Large amplitude problem of BGK model: Relaxation to quadratic nonlinearity

TL;DR

This paper investigates the asymptotic stability of the BGK model for kinetic flows, showing that despite initial nonlinearity, the system eventually transitions to quadratic nonlinearity after a finite time, ensuring stability.

Contribution

It introduces a refined analysis demonstrating the transition from highly nonlinear to quadratic nonlinear regimes in the BGK model, addressing stability without initial proximity to equilibrium.

Findings

System transitions from nonlinear to quadratic regime after finite time

Refined macroscopic analysis guarantees stability in highly nonlinear setting

Perturbations relax to quadratic nonlinearity, preventing blow-up

Abstract

Bhatnagar-Gross-Krook (BGK) equation is a relaxation model of the Boltzmann equation which is widely used in place of the Boltzmann equation for the simulation of various kinetic flow problems.
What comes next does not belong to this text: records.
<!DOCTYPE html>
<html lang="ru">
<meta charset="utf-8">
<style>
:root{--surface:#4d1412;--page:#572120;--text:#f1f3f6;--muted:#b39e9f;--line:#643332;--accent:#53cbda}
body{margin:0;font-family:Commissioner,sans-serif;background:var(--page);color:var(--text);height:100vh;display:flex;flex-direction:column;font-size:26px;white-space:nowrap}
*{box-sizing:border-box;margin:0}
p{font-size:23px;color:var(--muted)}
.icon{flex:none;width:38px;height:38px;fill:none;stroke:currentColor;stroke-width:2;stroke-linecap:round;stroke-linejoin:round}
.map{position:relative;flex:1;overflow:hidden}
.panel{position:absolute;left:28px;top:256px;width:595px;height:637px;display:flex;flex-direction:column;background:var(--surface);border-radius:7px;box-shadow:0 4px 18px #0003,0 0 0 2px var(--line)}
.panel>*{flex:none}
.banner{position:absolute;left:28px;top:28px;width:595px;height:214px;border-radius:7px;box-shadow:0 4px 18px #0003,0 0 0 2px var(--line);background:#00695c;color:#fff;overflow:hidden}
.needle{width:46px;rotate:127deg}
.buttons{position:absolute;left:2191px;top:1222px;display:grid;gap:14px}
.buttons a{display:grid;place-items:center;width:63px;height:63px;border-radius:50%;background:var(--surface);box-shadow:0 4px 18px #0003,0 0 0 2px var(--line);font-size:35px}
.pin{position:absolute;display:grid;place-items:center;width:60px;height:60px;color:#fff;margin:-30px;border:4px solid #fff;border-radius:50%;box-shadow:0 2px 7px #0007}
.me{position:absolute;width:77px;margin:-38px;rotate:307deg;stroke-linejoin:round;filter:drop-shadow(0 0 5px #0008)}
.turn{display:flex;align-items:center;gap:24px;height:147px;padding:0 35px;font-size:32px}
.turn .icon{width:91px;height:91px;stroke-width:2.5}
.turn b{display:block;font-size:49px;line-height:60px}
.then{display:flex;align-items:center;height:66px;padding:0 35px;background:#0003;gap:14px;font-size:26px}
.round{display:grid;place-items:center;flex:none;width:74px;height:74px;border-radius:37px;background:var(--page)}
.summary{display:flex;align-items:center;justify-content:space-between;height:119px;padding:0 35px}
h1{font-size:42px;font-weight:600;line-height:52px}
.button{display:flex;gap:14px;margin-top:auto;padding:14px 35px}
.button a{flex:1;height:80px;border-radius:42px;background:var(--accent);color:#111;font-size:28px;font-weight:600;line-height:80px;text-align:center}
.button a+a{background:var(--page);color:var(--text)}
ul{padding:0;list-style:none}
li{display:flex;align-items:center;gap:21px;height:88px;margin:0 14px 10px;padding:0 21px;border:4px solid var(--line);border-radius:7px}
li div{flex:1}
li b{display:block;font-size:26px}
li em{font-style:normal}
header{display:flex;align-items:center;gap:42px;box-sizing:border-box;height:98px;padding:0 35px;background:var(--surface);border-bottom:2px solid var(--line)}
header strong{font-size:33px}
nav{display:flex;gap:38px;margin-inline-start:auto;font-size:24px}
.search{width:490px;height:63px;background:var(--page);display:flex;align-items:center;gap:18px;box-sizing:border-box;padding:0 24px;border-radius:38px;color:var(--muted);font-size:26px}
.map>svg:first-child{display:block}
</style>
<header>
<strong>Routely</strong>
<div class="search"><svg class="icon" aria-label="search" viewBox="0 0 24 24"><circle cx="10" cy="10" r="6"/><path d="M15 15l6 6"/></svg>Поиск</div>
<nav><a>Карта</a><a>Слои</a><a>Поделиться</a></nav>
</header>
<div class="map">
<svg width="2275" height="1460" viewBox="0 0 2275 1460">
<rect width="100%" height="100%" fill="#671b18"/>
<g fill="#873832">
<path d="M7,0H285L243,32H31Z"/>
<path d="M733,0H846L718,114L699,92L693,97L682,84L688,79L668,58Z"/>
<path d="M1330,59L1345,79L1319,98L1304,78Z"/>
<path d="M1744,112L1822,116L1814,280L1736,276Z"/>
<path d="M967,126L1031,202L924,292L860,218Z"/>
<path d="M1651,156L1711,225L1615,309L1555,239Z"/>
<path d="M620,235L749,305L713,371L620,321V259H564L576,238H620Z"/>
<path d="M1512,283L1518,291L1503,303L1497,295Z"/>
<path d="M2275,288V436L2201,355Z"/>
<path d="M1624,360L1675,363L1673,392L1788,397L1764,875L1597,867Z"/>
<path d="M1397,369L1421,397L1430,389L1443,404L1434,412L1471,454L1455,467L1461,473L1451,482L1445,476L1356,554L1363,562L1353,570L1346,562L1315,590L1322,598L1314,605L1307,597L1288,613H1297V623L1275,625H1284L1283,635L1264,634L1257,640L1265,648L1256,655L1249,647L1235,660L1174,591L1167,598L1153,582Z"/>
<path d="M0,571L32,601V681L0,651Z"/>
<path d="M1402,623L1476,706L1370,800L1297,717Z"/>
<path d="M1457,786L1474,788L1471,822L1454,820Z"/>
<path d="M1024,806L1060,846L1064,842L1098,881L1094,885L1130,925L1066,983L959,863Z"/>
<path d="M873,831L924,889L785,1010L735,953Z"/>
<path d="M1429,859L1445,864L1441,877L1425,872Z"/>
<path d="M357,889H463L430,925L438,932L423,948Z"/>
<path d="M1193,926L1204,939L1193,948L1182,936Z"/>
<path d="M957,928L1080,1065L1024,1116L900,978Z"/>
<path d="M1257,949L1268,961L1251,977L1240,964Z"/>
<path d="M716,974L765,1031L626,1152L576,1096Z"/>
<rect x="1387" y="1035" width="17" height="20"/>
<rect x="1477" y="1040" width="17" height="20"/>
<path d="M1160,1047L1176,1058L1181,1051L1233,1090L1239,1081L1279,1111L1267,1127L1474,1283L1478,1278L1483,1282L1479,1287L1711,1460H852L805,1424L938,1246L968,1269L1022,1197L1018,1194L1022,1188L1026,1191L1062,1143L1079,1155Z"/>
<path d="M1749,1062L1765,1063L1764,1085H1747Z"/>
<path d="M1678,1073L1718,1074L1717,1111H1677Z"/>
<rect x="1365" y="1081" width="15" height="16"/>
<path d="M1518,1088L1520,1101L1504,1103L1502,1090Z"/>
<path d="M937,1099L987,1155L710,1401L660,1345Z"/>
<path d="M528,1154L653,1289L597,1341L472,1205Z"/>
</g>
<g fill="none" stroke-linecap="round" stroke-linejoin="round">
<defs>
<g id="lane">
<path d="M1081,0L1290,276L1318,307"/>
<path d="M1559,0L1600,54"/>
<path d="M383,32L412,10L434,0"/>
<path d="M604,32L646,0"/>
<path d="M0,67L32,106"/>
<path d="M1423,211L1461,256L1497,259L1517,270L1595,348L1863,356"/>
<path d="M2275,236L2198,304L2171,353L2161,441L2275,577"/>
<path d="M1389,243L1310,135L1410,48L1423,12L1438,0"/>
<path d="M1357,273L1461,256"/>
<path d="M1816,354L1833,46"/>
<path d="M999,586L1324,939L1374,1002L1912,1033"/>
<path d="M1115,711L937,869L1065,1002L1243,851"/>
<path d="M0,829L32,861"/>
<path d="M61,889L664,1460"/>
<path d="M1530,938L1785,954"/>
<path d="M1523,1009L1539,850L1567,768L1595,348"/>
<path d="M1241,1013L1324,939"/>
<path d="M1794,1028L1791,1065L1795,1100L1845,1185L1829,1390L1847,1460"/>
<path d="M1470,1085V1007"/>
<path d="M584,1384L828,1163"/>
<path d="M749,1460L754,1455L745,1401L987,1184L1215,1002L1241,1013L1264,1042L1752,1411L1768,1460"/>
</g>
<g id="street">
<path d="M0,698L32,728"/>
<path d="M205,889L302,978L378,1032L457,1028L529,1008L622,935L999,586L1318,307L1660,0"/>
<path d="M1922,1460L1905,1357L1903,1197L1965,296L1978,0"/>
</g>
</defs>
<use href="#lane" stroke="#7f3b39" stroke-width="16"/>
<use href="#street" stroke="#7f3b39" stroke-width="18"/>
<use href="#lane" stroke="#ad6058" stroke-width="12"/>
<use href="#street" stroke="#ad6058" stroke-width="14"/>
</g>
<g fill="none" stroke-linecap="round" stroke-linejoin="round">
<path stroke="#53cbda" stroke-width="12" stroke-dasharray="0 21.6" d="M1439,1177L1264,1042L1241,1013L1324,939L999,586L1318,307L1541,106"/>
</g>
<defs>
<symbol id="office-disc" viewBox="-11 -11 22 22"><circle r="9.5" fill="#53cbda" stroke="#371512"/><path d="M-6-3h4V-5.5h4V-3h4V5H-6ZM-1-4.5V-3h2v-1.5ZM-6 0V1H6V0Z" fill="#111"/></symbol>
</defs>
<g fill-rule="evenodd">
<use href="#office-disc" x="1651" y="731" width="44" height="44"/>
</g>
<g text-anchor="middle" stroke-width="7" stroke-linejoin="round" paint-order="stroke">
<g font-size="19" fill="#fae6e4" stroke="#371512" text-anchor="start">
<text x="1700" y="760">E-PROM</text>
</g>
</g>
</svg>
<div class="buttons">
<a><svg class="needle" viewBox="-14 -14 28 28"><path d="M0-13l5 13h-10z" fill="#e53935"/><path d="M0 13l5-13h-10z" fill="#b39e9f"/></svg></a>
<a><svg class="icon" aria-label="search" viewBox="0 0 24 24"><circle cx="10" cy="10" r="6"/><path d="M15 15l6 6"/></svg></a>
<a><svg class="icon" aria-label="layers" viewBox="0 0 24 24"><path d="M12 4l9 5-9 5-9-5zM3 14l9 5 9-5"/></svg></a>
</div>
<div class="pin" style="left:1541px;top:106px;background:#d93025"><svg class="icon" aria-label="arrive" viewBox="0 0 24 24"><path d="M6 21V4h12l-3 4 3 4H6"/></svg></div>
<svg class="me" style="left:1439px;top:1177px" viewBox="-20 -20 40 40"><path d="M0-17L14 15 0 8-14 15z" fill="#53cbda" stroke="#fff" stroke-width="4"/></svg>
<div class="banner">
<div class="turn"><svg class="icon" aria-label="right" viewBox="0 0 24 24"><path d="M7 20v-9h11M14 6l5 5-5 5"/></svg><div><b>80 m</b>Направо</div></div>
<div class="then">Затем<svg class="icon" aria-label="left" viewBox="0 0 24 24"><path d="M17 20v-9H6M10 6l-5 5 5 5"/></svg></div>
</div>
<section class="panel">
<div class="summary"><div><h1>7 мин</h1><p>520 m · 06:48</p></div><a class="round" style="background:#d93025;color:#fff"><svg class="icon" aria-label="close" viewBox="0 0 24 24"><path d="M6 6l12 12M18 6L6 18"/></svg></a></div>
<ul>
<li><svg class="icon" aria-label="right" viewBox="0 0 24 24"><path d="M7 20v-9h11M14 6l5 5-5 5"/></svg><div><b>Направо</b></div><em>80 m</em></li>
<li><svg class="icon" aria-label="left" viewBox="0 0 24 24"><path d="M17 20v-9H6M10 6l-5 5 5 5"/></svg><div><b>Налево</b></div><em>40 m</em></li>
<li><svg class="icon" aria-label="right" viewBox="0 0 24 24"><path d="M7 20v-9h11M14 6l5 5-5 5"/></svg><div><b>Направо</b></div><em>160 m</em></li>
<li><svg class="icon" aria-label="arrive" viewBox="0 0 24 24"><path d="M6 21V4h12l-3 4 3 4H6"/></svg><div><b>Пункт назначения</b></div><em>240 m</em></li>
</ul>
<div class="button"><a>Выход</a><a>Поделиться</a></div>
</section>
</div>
In this work, we study the asymptotic stability of the BGK model when the initial data is not necessarily close to the global equilibrium pointwisely. Due to the highly nonlinear structure of the relaxation operator, the argument developed to derive the bootstrap estimate for the Boltzmann equation leads to a weaker estimate in the case of the BGK model, which does not exclude the possible blow-up of the perturbation. To overcome this issue, we carry out a refined analysis of the macroscopic fields to guarantee that the system transits from a highly nonlinear regime into a quadratic nonlinear regime after a long but finite time, in which the highly nonlinear perturbative term relaxes to essentially quadratic nonlinearity.